Among the records below, find each line containing the word "linecap" and copy it.

* _RECORDS PROVIDED_:
%%
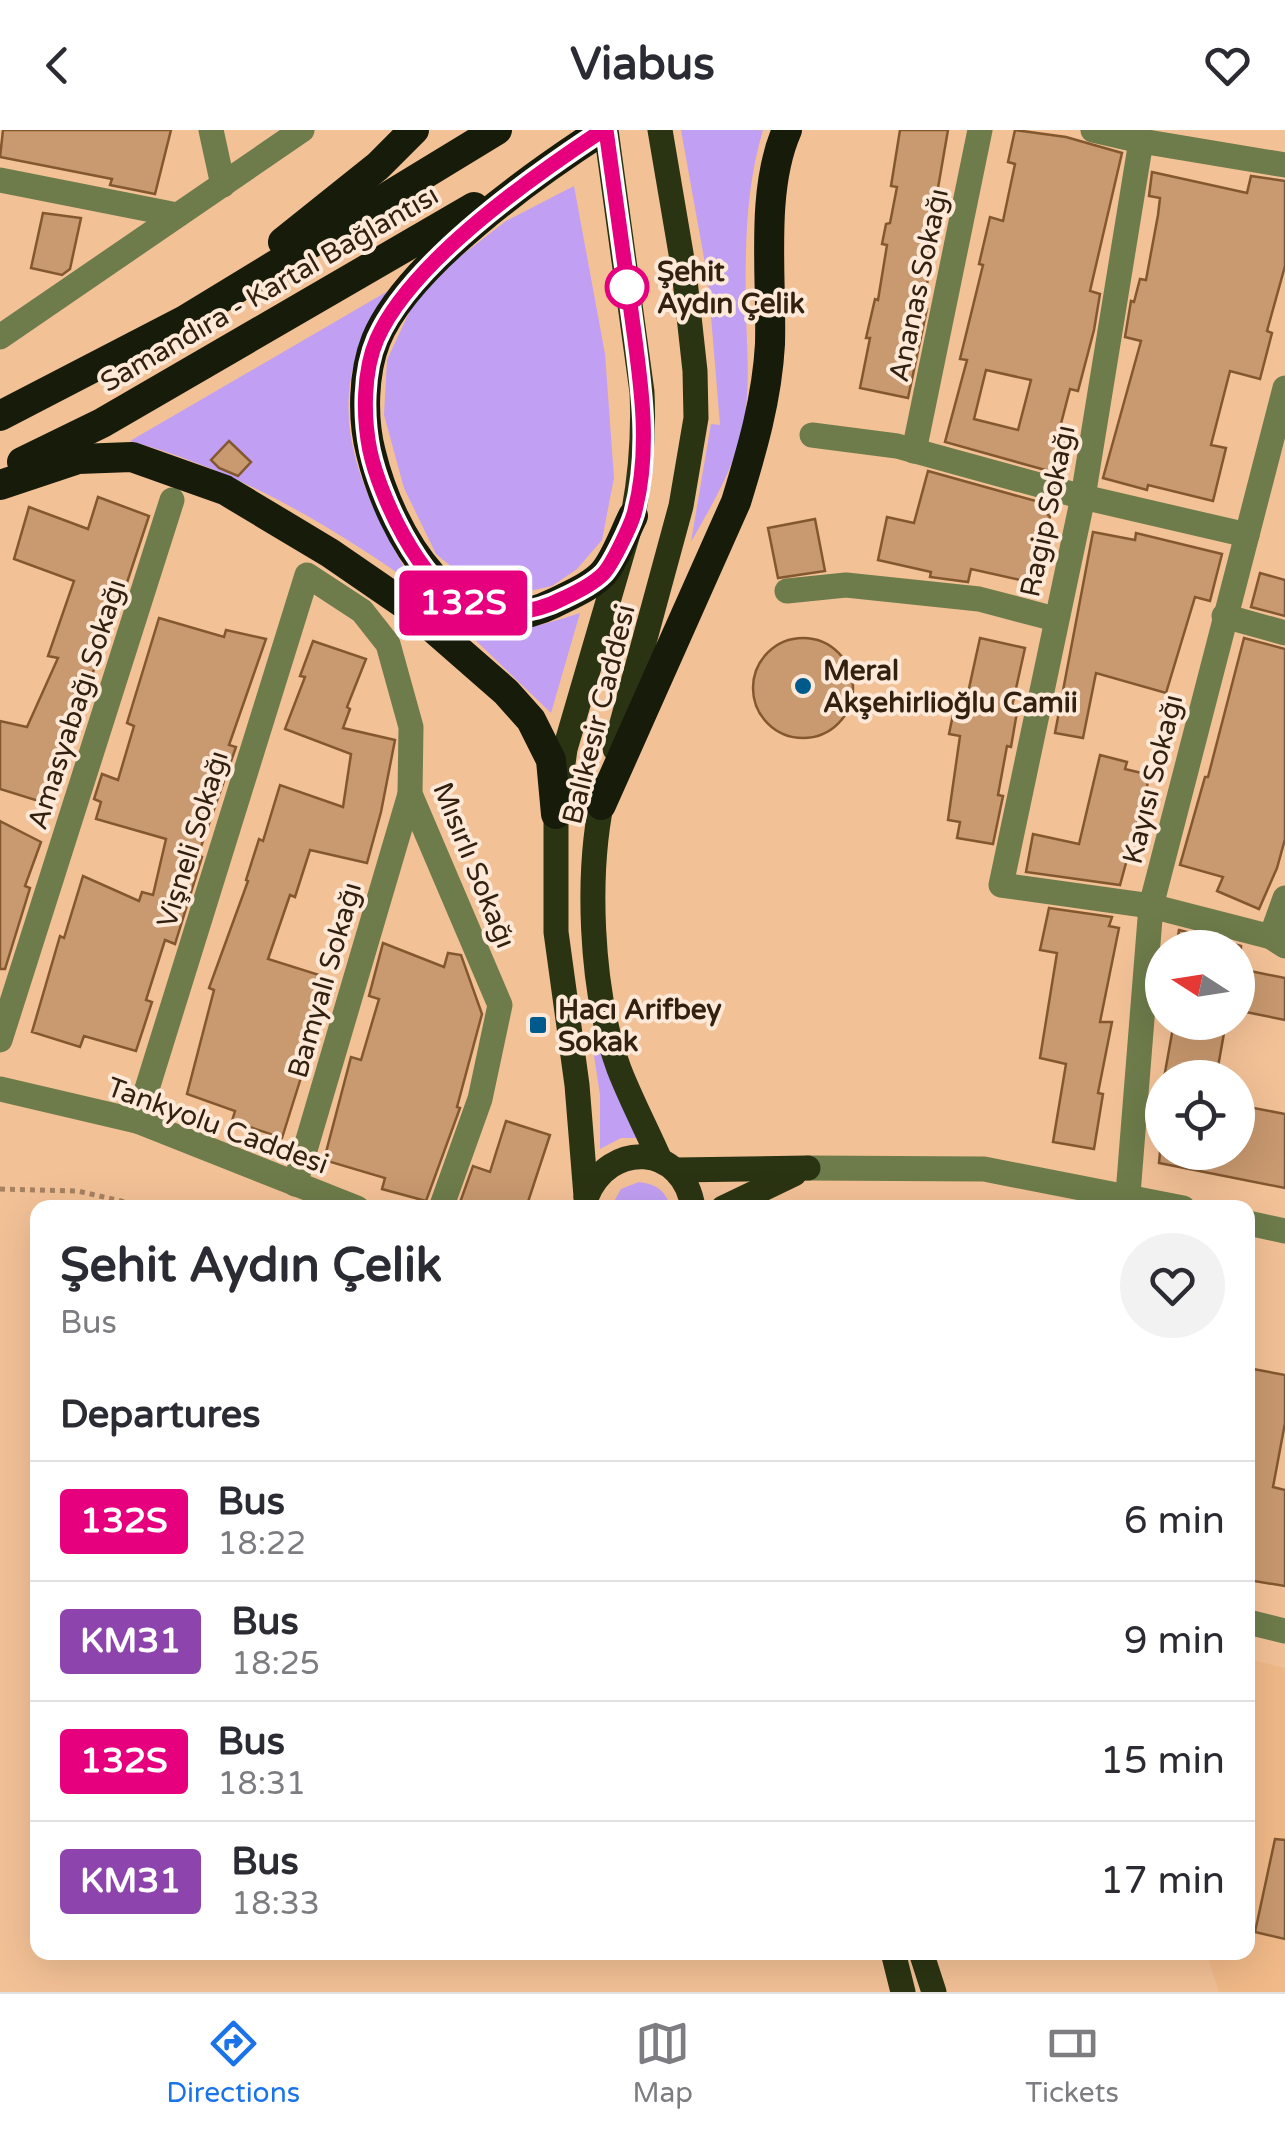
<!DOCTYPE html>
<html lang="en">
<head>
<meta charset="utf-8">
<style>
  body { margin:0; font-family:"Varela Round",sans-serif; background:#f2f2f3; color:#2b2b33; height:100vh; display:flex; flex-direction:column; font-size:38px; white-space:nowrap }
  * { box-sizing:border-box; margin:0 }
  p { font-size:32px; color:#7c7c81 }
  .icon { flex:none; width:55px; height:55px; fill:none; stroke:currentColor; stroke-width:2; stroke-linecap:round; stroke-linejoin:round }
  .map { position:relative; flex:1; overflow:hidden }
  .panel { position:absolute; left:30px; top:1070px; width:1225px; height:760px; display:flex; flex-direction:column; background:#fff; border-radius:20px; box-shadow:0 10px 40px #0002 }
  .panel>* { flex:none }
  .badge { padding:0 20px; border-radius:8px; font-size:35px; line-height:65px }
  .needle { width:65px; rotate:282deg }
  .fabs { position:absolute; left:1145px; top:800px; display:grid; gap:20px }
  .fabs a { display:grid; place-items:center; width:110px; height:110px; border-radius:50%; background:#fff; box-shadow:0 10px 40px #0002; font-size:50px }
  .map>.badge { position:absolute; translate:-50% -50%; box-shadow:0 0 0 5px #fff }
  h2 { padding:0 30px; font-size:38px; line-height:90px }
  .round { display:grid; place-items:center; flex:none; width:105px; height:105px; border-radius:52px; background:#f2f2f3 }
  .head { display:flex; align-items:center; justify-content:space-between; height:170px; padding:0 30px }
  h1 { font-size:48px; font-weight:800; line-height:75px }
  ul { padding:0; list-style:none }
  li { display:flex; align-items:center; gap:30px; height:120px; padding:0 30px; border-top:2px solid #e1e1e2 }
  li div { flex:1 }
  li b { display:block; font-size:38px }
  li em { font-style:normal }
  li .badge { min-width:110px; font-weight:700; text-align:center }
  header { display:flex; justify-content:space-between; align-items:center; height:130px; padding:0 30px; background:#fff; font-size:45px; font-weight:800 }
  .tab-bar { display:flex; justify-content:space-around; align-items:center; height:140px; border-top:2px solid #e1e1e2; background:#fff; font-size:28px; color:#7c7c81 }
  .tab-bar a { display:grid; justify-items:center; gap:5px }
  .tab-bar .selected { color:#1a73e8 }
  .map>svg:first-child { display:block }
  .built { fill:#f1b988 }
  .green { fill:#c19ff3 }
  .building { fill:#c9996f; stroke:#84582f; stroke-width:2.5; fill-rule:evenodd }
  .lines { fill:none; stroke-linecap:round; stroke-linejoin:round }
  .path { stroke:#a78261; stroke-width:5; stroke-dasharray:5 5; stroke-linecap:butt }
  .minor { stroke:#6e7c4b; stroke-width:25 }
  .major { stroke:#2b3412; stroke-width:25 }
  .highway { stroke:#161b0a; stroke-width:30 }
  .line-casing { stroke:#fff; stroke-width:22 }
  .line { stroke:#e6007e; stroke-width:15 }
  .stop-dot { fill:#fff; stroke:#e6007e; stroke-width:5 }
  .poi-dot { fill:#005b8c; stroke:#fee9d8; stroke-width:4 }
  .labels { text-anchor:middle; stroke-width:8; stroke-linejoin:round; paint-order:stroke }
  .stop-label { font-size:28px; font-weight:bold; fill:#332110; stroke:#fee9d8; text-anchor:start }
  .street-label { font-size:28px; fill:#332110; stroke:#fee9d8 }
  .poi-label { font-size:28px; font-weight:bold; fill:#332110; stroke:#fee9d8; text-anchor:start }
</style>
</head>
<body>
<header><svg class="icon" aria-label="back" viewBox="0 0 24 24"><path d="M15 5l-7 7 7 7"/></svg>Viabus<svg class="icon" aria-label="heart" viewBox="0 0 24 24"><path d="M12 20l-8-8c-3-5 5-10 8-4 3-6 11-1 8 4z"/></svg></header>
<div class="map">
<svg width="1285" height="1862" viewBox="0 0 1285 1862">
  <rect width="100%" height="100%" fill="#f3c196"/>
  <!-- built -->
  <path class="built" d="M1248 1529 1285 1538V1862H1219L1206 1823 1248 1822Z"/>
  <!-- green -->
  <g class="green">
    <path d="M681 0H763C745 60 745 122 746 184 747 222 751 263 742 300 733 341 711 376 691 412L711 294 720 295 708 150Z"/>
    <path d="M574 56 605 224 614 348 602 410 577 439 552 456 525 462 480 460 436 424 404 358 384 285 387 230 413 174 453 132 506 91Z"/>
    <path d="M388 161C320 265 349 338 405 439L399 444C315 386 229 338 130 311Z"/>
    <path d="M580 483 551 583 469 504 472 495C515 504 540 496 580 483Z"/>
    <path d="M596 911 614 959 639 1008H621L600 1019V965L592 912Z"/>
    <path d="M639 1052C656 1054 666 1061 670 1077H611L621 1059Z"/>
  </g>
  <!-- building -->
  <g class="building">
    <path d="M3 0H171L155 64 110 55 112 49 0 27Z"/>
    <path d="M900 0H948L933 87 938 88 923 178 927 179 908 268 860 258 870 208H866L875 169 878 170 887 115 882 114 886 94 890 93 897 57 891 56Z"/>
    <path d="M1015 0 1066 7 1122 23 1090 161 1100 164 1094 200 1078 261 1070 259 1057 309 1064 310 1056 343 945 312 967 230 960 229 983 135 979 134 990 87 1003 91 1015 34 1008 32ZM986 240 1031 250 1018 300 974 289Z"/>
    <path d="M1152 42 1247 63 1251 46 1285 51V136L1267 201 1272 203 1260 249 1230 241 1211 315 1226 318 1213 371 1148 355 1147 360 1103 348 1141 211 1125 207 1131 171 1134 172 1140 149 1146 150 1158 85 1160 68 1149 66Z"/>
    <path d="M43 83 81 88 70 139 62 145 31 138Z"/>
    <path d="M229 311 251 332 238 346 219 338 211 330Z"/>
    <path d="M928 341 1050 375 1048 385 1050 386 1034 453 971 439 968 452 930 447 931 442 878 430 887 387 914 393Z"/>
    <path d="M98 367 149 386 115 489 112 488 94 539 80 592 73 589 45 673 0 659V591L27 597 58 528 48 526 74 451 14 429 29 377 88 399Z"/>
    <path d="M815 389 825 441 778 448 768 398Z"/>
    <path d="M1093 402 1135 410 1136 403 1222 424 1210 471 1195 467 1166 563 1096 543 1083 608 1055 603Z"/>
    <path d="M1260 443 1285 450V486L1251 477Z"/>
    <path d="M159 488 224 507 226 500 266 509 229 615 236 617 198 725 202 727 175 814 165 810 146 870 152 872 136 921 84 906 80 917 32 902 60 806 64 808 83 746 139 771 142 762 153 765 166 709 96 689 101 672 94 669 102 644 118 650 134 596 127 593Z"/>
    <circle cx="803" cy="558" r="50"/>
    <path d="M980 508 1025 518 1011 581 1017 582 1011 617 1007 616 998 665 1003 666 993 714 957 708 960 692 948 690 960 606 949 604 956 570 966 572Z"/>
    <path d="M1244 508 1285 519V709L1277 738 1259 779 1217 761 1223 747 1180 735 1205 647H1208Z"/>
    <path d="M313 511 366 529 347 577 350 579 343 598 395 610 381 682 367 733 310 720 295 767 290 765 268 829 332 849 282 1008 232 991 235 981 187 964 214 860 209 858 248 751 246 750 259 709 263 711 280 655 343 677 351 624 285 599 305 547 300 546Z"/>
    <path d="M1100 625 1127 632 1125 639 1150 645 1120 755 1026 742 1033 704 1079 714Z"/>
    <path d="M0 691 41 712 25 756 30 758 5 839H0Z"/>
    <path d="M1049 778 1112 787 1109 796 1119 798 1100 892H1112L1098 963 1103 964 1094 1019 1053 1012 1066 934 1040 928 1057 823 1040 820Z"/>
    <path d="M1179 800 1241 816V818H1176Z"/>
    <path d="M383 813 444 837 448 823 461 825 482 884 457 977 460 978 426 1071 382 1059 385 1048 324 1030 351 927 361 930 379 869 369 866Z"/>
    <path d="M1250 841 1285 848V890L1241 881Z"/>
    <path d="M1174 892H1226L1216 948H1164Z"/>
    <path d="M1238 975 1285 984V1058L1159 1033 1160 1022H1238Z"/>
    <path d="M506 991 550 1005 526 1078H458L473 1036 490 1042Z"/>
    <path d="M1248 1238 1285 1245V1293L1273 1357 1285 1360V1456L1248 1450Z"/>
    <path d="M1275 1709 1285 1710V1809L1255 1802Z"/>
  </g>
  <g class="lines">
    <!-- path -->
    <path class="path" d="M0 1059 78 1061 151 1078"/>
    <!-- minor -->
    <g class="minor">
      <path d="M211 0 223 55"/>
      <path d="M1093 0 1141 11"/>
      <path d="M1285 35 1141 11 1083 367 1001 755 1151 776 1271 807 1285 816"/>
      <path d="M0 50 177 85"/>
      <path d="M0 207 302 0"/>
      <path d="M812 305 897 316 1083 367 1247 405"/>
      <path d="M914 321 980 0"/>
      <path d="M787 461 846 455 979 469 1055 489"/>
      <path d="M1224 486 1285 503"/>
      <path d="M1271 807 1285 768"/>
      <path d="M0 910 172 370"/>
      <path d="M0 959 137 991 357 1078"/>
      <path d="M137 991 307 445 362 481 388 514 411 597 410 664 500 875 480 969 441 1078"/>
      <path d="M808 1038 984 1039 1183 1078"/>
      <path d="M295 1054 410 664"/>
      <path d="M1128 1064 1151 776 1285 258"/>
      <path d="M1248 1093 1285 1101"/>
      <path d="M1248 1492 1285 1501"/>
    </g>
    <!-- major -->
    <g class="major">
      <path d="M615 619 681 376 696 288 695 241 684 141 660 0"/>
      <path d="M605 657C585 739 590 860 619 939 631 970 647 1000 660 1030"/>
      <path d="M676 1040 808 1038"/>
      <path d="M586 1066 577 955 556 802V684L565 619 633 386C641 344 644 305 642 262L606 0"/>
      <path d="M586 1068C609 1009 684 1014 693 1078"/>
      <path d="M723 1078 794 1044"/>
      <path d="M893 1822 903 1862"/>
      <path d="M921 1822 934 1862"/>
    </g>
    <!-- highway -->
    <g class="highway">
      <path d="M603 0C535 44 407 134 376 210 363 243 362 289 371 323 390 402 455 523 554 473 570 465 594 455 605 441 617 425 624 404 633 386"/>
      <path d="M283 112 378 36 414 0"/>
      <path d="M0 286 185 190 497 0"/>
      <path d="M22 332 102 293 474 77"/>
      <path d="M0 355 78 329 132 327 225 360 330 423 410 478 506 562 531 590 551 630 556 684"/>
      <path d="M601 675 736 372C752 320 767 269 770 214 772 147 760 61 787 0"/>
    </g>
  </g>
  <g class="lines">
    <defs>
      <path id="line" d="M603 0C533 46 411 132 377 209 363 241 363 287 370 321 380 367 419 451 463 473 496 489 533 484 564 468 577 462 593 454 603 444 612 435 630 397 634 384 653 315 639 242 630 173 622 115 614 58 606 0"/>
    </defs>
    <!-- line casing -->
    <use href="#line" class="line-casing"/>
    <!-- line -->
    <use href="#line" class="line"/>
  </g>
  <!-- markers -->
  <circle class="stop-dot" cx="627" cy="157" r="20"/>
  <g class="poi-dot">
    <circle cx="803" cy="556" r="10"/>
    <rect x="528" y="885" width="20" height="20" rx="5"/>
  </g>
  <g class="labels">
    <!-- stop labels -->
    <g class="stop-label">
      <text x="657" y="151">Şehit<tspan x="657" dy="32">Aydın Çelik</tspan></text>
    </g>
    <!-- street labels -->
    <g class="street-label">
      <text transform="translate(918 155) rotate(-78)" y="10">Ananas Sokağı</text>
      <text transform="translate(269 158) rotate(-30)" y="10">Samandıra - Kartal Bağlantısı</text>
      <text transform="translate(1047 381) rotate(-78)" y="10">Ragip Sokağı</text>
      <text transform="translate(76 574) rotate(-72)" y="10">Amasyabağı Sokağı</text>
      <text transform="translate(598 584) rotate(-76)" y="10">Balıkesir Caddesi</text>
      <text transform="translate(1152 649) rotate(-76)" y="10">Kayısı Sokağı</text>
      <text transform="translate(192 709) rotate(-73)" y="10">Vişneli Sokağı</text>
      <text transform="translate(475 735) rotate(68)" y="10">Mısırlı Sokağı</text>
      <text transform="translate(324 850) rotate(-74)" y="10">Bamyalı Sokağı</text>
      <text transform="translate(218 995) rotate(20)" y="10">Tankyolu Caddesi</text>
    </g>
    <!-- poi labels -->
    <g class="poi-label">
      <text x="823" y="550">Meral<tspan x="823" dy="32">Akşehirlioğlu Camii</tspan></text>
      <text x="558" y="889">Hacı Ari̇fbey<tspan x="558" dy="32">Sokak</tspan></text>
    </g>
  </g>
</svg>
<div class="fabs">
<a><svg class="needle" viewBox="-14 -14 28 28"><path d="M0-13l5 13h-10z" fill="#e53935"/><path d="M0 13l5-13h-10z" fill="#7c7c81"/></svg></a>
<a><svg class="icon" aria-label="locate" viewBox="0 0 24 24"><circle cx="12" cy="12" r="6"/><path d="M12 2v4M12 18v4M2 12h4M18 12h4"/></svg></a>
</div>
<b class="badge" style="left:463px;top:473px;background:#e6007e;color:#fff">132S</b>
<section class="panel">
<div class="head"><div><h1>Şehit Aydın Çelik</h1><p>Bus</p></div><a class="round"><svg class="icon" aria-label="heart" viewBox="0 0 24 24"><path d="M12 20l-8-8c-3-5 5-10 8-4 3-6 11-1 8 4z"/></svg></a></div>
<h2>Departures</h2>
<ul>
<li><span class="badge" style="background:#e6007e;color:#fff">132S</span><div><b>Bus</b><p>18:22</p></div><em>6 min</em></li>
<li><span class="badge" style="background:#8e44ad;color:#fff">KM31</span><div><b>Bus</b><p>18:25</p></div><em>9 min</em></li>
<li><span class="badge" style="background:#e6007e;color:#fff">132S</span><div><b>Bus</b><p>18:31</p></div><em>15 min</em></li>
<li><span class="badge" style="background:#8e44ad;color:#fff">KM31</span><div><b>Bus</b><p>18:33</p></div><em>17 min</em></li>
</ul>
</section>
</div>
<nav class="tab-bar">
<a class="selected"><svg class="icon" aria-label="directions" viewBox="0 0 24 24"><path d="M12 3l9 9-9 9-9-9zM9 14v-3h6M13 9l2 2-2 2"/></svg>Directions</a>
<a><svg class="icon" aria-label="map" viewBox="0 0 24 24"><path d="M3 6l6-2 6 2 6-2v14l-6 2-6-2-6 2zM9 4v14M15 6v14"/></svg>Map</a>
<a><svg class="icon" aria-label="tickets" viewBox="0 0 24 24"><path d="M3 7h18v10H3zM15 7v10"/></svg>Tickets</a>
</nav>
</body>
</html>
%%
* _WRITTEN SOLUTION_:
  .icon { flex:none; width:55px; height:55px; fill:none; stroke:currentColor; stroke-width:2; stroke-linecap:round; stroke-linejoin:round }
  .lines { fill:none; stroke-linecap:round; stroke-linejoin:round }
  .path { stroke:#a78261; stroke-width:5; stroke-dasharray:5 5; stroke-linecap:butt }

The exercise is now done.